Snow and Ash
Brittany Stillwell
It’s hard to think about ash when the world is covered in snow.
This Kentucky girl is used to a couple good snows a winter and still, when it snows, I am overcome with this overwhelming urgency, “Make the most of it! This is a gift!” I want to snuggle in and play outside and build a snowman and drink coffee and go sledding and read books and work puzzles… all at the same time. So, you can imagine what my brain is doing in this incredibly rare Arkansan snowpocalypse.
It’s hard to think about ash when the world is covered in snow.
Snow days are supposed to be an excuse to stop, to take in the beauty, to rest, play, and renew. Or at least, that’s what this child of a teacher learned from a very early age. I was much older, with my own job when I finally realized, not everyone gets to slam on the breaks when it snows, and if they do, for many not going to work means not being able to eat or pay the bills at the end of the month.
It’s hard to think about ash when the world is covered in snow.
Snow days should involve hunkering down and bundling up with fireplaces and warm blankets and steaming cups of hot chocolate. They should include baking your favorite treats and demand a good pot of soup to warm you from the inside after playing outside so long you can’t feel your fingers or toes or nose or anything else for that matter. And yet, this isn’t the case for everyone. For many the snow isn’t a beautiful reflection of God’s grace, but a life-threatening phenomenon and the source of much fear.
It’s hard to think about ash when the world is covered in snow.
I’d like to go back to the days when snow was pure magic and wonder, to sit in this chair with my coffee and cat and marvel only in the beauty, but Ash Wednesday is coming and the longer I sit here, the more the snow transforms into this confluence of ash and snow, beauty and pain, life and death.
It’s hard to think about ash when the world is covered in snow.

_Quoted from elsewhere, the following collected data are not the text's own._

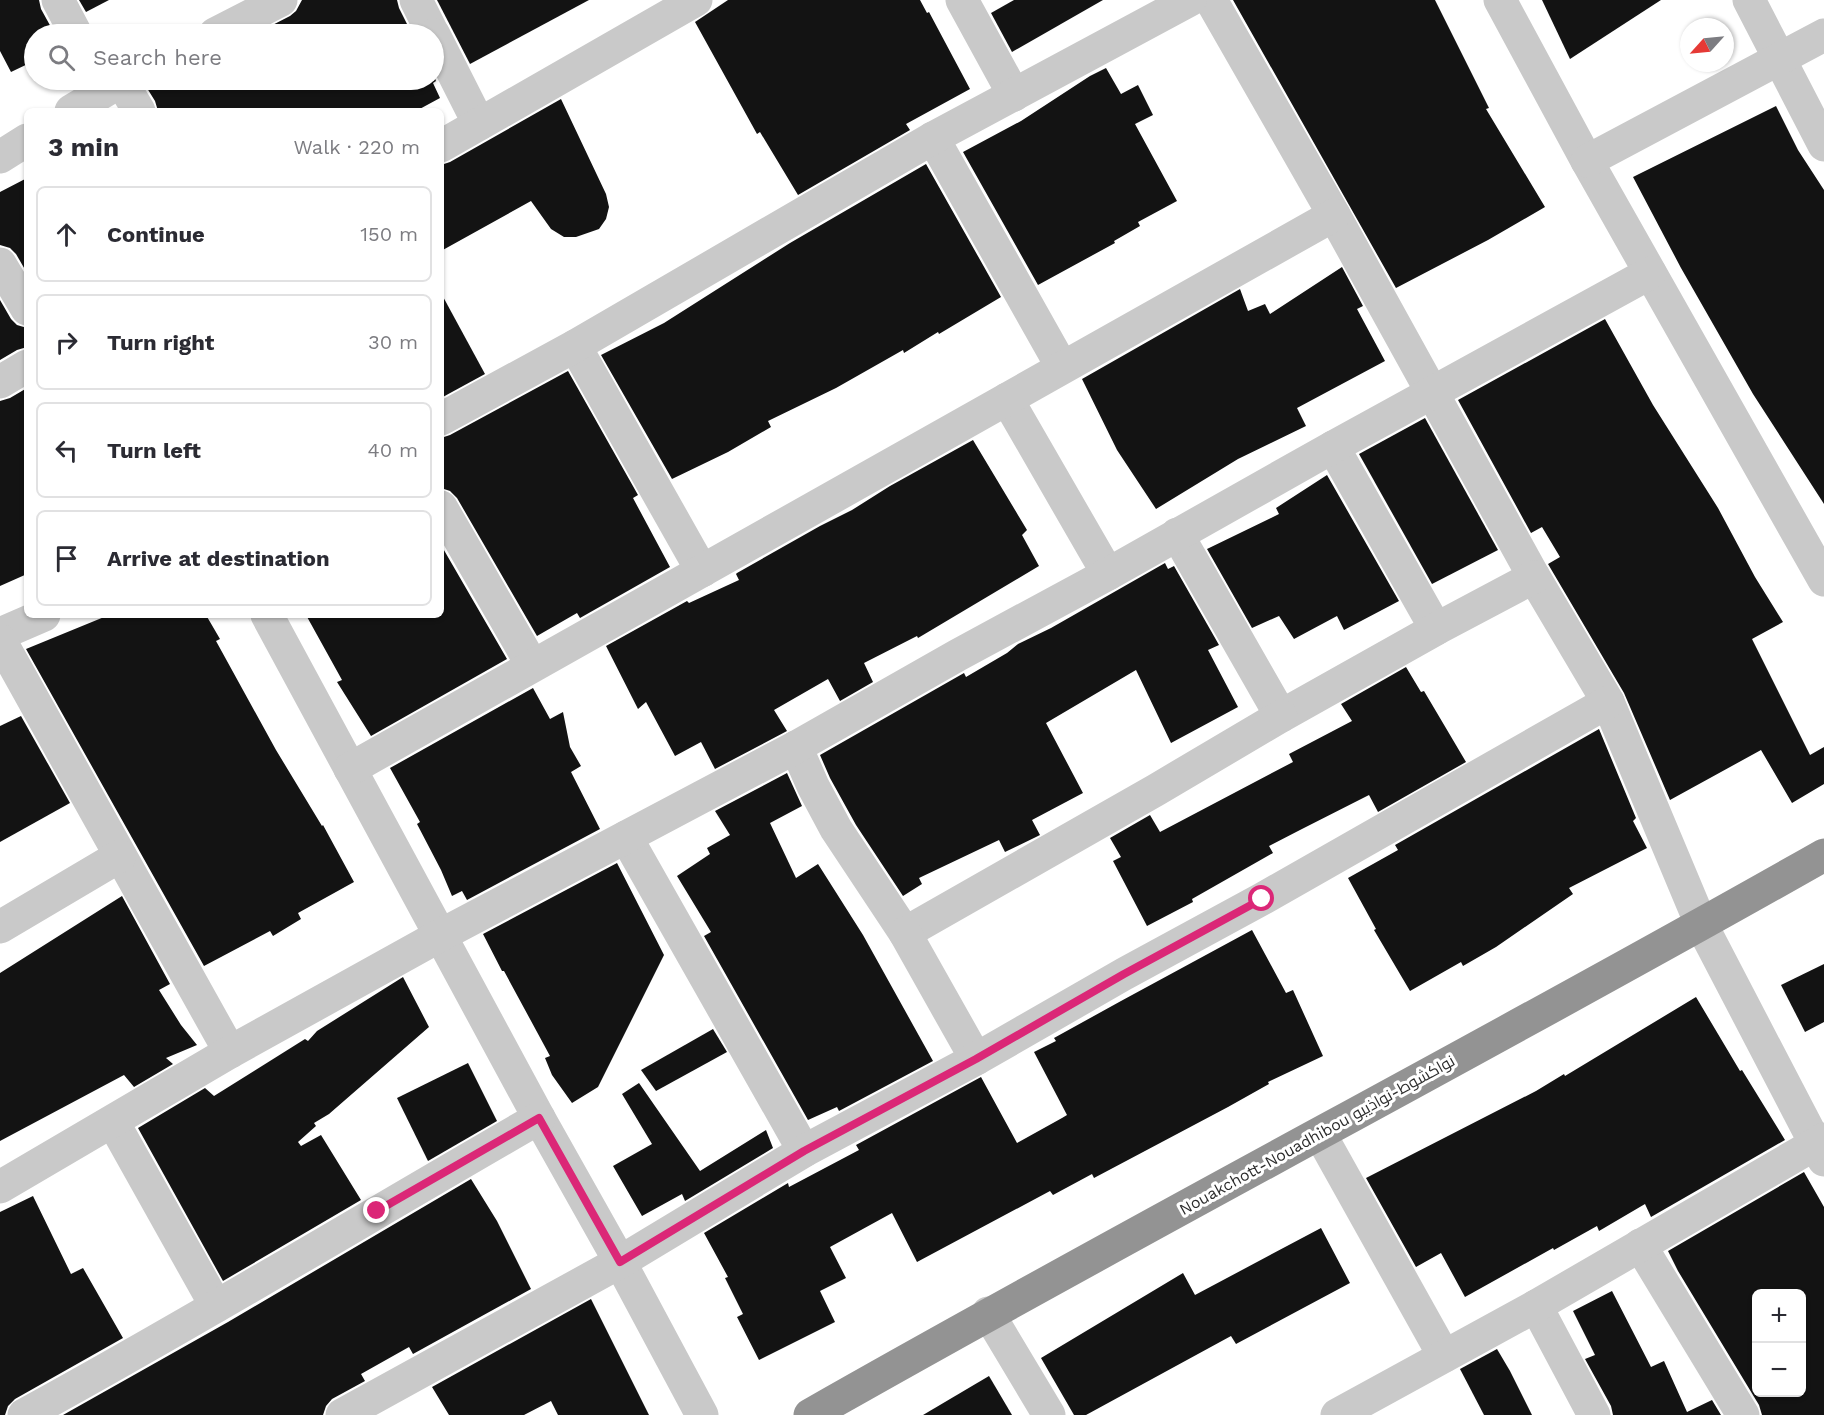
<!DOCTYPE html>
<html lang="en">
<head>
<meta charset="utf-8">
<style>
  :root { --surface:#fff; --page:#f2f2f3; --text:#2b2b33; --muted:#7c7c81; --line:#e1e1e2 }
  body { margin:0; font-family:"Work Sans",Cairo,sans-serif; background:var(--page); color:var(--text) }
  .controls { position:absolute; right:18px; bottom:18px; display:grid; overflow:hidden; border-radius:9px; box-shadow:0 2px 4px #0004 }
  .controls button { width:54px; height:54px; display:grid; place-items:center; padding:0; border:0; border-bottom:2px solid var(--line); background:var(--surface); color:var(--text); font:30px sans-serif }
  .compass { position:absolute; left:1680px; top:18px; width:54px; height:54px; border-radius:50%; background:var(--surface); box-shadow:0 2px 4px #0004; rotate:243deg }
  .stop { position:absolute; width:18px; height:18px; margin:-14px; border:4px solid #db2777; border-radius:50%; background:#fff }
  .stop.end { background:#db2777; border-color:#fff; box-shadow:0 2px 6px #0008 }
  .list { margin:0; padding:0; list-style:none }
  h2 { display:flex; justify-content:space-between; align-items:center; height:78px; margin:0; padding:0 24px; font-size:26px }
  h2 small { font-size:20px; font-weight:400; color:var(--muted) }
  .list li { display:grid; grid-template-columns:39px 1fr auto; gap:18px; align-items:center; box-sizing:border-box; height:96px; margin:0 12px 12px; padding:0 12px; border:2px solid var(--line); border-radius:9px }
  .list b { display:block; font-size:22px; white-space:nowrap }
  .list em { font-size:20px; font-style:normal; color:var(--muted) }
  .icon { flex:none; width:33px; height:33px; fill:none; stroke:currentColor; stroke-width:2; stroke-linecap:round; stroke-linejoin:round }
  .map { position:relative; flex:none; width:1824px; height:1415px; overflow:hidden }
  .search { position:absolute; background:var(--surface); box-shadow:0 2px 4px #0004; left:24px; top:24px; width:420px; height:66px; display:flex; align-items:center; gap:15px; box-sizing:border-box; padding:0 21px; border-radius:33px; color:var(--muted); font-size:22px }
  .panel { position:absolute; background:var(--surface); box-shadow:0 2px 4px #0004; left:24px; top:108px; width:420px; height:510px; border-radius:9px }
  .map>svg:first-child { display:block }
  .building { fill:#131313; fill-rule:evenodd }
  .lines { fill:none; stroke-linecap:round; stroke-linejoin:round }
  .minor { stroke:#c9c9c9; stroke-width:33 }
  .highway { stroke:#939393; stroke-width:33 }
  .route { stroke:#db2777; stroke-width:8 }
  .labels { text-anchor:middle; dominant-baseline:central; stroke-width:6; stroke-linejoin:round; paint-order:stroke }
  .street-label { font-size:16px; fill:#2c2c2c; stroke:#fff }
</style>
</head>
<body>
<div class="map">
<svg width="1824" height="1415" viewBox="0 0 1824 1415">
  <rect width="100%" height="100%" fill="#fff"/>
  <g class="building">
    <path d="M 0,0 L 39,0 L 41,9 L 52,29 L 42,34 L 34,34 L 34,61 L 11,72 L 0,51 Z"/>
    <path d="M 79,0 L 109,0 L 86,12 Z"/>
    <path d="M 302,0 L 397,0 L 399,8 L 412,34 L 255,34 L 290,16 L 296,11 Z"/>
    <path d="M 437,0 L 589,0 L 470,64 Z"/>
    <path d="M 728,0 L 920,0 L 927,13 L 929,12 L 970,89 L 906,124 L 910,130 L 798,195 L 760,132 L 757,134 L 695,22 Z"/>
    <path d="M 1014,0 L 1103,0 L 1012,52 L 991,13 Z"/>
    <path d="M 1233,0 L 1435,0 L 1489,108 L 1486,109 L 1545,207 L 1488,240 L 1396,288 Z"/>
    <path d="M 1542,0 L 1661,0 L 1570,59 Z"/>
    <path d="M 1106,68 L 1121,94 L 1138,85 L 1153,115 L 1135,124 L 1177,201 L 1138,222 L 1140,226 L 1114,241 L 1115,243 L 1038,285 L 963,152 L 1021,121 L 1090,76 Z"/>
    <path d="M 434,76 L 436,81 L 433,83 L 440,98 L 416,111 L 158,111 L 155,101 L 142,80 L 434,80 Z"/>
    <path d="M 561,99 L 606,194 L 609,207 L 606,219 L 599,229 L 576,237 L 564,237 L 551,229 L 531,201 L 441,251 L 441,165 L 450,162 Z"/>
    <path d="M 1776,106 L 1798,150 L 1824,190 L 1824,504 L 1753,394 L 1681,268 L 1633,177 Z"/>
    <path d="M 926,164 L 1001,297 L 939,334 L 938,332 L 904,353 L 903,350 L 836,388 L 768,421 L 771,427 L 728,452 L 672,479 L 601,355 L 664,323 L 790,243 Z"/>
    <path d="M 27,178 L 27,273 L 16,254 L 10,248 L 0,245 L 0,192 Z"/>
    <path d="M 1342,267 L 1363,306 L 1357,309 L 1385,361 L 1297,408 L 1306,426 L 1238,459 L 1156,509 L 1117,450 L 1082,379 L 1240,289 L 1248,311 L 1265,304 L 1270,314 Z"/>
    <path d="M 441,293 L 485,374 L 441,398 Z"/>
    <path d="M 0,300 L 11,319 L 17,325 L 27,328 L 27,347 L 17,350 L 0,360 Z"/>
    <path d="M 1605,319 L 1653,405 L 1718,508 L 1755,577 L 1783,622 L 1752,639 L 1810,755 L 1824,747 L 1824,784 L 1792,803 L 1761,750 L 1670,800 L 1624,693 L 1548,564 L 1560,557 L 1542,527 L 1531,533 L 1458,400 Z"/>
    <path d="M 568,371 L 638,495 L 633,498 L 670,567 L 580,618 L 577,613 L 537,636 L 457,498 L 450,491 L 441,488 L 441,438 L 450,435 Z"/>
    <path d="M 27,388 L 27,574 L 0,586 L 0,401 L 10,398 Z"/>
    <path d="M 1425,418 L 1498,550 L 1432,584 L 1359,454 Z"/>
    <path d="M 973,440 L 1027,530 L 1022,535 L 1039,566 L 918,638 L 917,636 L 864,663 L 873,682 L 840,701 L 828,679 L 774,710 L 787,731 L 715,769 L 701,742 L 675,756 L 646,702 L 638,709 L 606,646 L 687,601 L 689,603 L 739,580 L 736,574 L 737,573 L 820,526 L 852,510 L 890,486 Z"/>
    <path d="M 1327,475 L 1399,601 L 1344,630 L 1337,616 L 1294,639 L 1279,616 L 1252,628 L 1207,549 L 1279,514 L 1276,508 Z"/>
    <path d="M 441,545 L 507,659 L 371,736 L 337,682 L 342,680 L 306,615 L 441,615 Z"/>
    <path d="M 1165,563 L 1168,569 L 1174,566 L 1219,645 L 1208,650 L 1238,707 L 1171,743 L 1136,670 L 1046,723 L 1083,793 L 1032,820 L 1040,835 L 1036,837 L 1005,852 L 999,840 L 919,878 L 922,884 L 903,896 L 856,825 L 830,778 L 820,755 L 964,673 L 966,677 L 1007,653 L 1018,644 L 1051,628 Z"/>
    <path d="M 109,615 L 206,615 L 220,639 L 216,641 L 276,750 L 322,826 L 323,825 L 354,882 L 298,913 L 301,919 L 273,936 L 270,931 L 204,966 L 26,649 Z"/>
    <path d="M 1406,667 L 1421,692 L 1424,691 L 1466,762 L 1378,812 L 1369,795 L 1300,830 L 1269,846 L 1273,853 L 1192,899 L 1193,902 L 1147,926 L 1113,861 L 1121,857 L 1110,838 L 1150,815 L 1160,832 L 1293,762 L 1289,754 L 1352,721 L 1341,704 Z"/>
    <path d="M 533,688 L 550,719 L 563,712 L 570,747 L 581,766 L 571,772 L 600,829 L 467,900 L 462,891 L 452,896 L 441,870 L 417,824 L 420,822 L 390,768 Z"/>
    <path d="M 21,716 L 70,803 L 0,842 L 0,726 Z"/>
    <path d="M 1599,729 L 1636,818 L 1633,821 L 1647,848 L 1569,888 L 1573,894 L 1496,947 L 1463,966 L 1461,962 L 1410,991 L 1374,930 L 1376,929 L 1348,878 L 1398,850 L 1395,845 Z"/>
    <path d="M 787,773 L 802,806 L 770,823 L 796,878 L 818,864 L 863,935 L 933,1061 L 839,1111 L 837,1107 L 808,1120 L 704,936 L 711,932 L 677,876 L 710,854 L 707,848 L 730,835 L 715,811 Z"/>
    <path d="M 617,863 L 664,955 L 598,1087 L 572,1103 L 552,1075 L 545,1058 L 550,1056 L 504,971 L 502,971 L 483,934 Z"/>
    <path d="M 122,896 L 170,984 L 159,990 L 181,1025 L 197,1045 L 166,1058 L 173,1064 L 134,1087 L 124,1075 L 0,1141 L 0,973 Z"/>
    <path d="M 1252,930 L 1286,993 L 1293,990 L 1323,1056 L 1268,1082 L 1269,1084 L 1228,1107 L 1094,1178 L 1092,1174 L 1053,1195 L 1050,1191 L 917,1262 L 892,1213 L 830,1247 L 846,1278 L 820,1291 L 835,1322 L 759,1360 L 737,1317 L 743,1314 L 725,1278 L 728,1277 L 704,1233 L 788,1183 L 789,1187 L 859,1150 L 856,1145 L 981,1077 L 1017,1143 L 1062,1118 L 1067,1115 L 1034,1052 L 1056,1041 L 1054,1038 L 1121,1001 Z"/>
    <path d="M 1824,964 L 1824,1022 L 1805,1032 L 1781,985 Z"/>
    <path d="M 403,977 L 429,1027 L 329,1114 L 314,1123 L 316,1126 L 298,1142 L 301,1146 L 321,1135 L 361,1200 L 223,1281 L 138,1128 L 205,1088 L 214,1096 L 305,1039 L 308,1041 L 317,1031 Z"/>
    <path d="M 1696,997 L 1740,1071 L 1742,1070 L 1785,1140 L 1651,1217 L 1645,1204 L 1599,1231 L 1597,1226 L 1554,1250 L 1553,1248 L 1465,1297 L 1441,1253 L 1416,1267 L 1366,1178 L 1536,1091 L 1564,1074 L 1565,1076 Z"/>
    <path d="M 713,1029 L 727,1052 L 656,1091 L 641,1070 Z"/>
    <path d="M 468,1063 L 497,1121 L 428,1161 L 397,1098 Z"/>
    <path d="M 639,1083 L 700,1171 L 766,1130 L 773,1148 L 685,1201 L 682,1194 L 642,1216 L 613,1166 L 652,1144 L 622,1094 Z"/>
    <path d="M 1804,1172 L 1824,1207 L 1824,1415 L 1762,1415 L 1759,1405 L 1678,1271 L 1668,1251 ZM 1756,1293 L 1802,1293 L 1802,1392 L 1756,1392 Z"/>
    <path d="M 471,1179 L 497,1221 L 531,1289 L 413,1354 L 409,1347 L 361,1374 L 365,1381 L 332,1399 L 326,1406 L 323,1415 L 63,1415 L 228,1322 Z"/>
    <path d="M 33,1196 L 71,1274 L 83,1268 L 123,1338 L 15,1399 L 8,1406 L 5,1415 L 0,1415 L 0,1212 Z"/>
    <path d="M 1321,1228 L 1350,1283 L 1236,1344 L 1231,1336 L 1086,1415 L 1074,1415 L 1041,1358 L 1183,1273 L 1195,1295 Z"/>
    <path d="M 1612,1291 L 1651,1367 L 1664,1361 L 1687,1412 L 1712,1400 L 1721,1415 L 1613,1415 L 1611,1406 L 1585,1359 L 1595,1355 L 1573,1311 Z"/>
    <path d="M 591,1299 L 649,1415 L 558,1415 L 551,1401 L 524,1415 L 449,1415 L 432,1387 Z"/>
    <path d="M 1497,1349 L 1510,1371 L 1532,1415 L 1484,1415 L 1460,1369 Z"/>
    <path d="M 989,1376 L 1012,1415 L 923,1415 Z"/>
  </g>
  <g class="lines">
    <g class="minor">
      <path d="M 58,0 L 76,34"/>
      <path d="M 416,0 L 433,34"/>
      <path d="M 962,0 L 1014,95"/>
      <path d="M 1211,0 L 1334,215 L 1534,577 L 1608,702 L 1701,924 L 1824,1160"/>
      <path d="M 1500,0 L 1587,161 L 1824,580"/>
      <path d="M 1749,0 L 1824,145"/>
      <path d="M 215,34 L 281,0"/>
      <path d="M 434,35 L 479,124"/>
      <path d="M 121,81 L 139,111"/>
      <path d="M 71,111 L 123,80"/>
      <path d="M 933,138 L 1062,367"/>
      <path d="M 441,146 L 696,0"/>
      <path d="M 0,157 L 27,140"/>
      <path d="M 1587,161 L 1824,35"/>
      <path d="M 0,264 L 27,309"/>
      <path d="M 575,346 L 702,571"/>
      <path d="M 0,382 L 27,366"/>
      <path d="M 1007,399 L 1108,574"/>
      <path d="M 441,419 L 575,346 L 933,138 L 1190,0"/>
      <path d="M 1333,447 L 1436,629"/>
      <path d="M 441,507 L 532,665"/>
      <path d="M 1177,534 L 1281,716 L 1436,629 L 1534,577"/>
      <path d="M 267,615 L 539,1118 L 620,1262 L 702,1415"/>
      <path d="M 0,634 L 44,615"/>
      <path d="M 0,640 L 230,1052"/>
      <path d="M 796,747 L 813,786 L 836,829 L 905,933 L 1156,790 L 1281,716"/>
      <path d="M 350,769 L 1334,215"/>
      <path d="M 626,837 L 804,1151"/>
      <path d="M 0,927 L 120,856"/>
      <path d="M 905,933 L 976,1059"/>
      <path d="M 113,1122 L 216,1306"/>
      <path d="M 1320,1134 L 1444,1356"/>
      <path d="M 0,1187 L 230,1052 L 441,935 L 796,747 L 958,655 L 1108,574 L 1333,447 L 1650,273"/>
      <path d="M 1640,1245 L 1743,1415"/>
      <path d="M 1536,1306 L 1594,1415"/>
      <path d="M 988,1313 L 1049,1415"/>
      <path d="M 24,1415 C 198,1320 367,1217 539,1118"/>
      <path d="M 342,1415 L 620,1262 L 804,1151 L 976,1059 L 1124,974 L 1262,899 L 1608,702"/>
      <path d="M 1337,1415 L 1536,1306 L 1824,1139"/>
    </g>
    <path class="highway" d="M 810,1415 C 1145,1224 1488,1046 1824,855"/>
  </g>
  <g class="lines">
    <path class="route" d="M 377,1211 L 539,1118 L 620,1262 L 804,1151 L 976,1059 L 1124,974 L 1262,899"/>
  </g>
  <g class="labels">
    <g class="street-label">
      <text transform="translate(1317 1135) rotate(-29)">Nouakchott-Nouadhibou نواكشوط-نواذيبو</text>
    </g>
  </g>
</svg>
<div class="controls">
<button>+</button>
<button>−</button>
</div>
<svg class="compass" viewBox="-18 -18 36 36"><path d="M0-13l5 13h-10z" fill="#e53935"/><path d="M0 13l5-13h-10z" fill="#7c7c81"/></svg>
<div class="stop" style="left:1262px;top:899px"></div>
<div class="stop end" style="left:377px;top:1211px"></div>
<div class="search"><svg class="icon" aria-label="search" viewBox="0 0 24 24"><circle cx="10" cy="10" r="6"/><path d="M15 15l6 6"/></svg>Search here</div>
<section class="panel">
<h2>3 min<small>Walk · 220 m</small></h2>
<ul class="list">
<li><svg class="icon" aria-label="ahead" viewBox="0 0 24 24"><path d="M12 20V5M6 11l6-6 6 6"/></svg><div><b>Continue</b></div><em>150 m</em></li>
<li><svg class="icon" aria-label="right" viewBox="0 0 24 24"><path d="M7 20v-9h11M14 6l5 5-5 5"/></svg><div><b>Turn right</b></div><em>30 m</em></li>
<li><svg class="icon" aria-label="left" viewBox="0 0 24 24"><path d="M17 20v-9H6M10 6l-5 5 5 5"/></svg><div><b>Turn left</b></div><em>40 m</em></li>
<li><svg class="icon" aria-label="arrive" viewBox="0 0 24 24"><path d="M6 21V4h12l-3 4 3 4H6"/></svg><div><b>Arrive at destination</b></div></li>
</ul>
</section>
</div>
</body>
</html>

But maybe this is what Ash Wednesday is all about—the Lovely Broken (to quote the title of a song by Gungor). We are lovely, carefully molded from dirt by our creator, given life through the sacrifice and pain of another. And yet, we are so very broken—fragile beings whose very breath can be cut off by something as simple as snow. Maybe Ash Wednesday and the season ahead is about learning to live in this tension. Maybe these snow days, pandemic days, Lenten days, in their strange mix of joy and pain and everything in between, provide us with the opportunity to hold it all in our wondrous, fragile beings. Maybe, no matter what the current ratio, life is always some combination of lovely broken, snow and ash. And maybe, just maybe, this is what the cross has to teach us, at its intersection of life and death, of sacrifice and love, of beauty and pain.
It’s hard to think about ash when the world is covered in snow. And yet, we must.
Have mercy on me, O God,
according to your steadfast love;
according to your abundant mercy
blot out my transgressions.
2 Wash me thoroughly from my iniquity,
and cleanse me from my sin.
3 For I know my transgressions,
and my sin is ever before me.
4 Against you, you alone, have I sinned,
and done what is evil in your sight,
so that you are justified in your sentence
and blameless when you pass judgment.
5 Indeed, I was born guilty,
a sinner when my mother conceived me.
6 You desire truth in the inward being;[a]
therefore teach me wisdom in my secret heart.
7 Purge me with hyssop, and I shall be clean;
wash me, and I shall be whiter than snow.
This Ash Wednesday is one like none other. We can’t be together and we couldn’t even get ashes to you for virtual worship tonight. But we will worship anyway. We will mark the day and ourselves, maybe even with snow. And when we do, maybe just maybe it will transform into some mysterious mix of snow and ash, dirty and clean, pure and tainted, lovely broken—and all will be made whole.
Maybe it’s not so hard to think about ash when the world is covered in snow after all.